▶ **What you need to do**:
Find the lines in the records that carry the word "Universum". Copy each one.

▶ **Stored items**:
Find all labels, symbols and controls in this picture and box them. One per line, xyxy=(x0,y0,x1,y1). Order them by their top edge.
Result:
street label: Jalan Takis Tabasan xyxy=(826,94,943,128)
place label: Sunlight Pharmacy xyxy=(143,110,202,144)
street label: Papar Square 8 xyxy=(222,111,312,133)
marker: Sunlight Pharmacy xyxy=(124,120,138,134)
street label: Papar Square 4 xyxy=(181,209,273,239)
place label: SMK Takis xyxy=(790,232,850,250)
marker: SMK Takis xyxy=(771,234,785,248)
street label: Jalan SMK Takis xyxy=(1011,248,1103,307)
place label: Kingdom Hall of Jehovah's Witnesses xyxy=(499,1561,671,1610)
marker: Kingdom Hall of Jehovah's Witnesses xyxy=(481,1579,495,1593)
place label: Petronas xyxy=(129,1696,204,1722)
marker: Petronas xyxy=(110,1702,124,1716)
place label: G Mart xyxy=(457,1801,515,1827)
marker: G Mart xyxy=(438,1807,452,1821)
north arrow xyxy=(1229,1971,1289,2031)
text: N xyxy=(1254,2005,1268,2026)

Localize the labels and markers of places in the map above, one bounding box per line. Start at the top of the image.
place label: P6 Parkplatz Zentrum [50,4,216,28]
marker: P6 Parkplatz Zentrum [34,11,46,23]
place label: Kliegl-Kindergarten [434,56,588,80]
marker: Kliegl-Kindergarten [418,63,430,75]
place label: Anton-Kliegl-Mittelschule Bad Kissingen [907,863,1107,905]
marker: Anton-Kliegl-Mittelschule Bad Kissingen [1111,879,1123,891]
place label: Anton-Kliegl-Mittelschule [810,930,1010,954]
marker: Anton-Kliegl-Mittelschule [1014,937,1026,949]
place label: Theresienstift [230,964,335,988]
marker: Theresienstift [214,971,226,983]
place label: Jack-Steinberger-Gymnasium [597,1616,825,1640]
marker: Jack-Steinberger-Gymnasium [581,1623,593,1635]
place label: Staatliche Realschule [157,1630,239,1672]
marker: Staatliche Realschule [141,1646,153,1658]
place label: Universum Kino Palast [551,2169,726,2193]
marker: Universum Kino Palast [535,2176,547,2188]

▶ **Exercise answer**:
place label: Universum Kino Palast [551,2169,726,2193]
marker: Universum Kino Palast [535,2176,547,2188]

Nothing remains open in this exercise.